[Material provided Boundary: Start]
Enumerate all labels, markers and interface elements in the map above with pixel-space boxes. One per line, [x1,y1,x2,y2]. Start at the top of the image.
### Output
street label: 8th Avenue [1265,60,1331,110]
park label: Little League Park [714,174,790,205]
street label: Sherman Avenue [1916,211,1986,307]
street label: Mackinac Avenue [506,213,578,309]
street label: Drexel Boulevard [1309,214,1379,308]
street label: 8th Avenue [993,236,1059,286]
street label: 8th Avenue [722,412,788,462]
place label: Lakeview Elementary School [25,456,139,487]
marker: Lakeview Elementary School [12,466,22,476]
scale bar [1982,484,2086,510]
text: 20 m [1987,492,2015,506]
[Material provided Boundary: End]
**Your instructions**
All of the data is to be written out again, word for word.

**Task answer**
Enumerate all labels, markers and interface elements in the map above with pixel-space boxes. One per line, [x1,y1,x2,y2]. Start at the top of the image.
### Output
street label: 8th Avenue [1265,60,1331,110]
park label: Little League Park [714,174,790,205]
street label: Sherman Avenue [1916,211,1986,307]
street label: Mackinac Avenue [506,213,578,309]
street label: Drexel Boulevard [1309,214,1379,308]
street label: 8th Avenue [993,236,1059,286]
street label: 8th Avenue [722,412,788,462]
place label: Lakeview Elementary School [25,456,139,487]
marker: Lakeview Elementary School [12,466,22,476]
scale bar [1982,484,2086,510]
text: 20 m [1987,492,2015,506]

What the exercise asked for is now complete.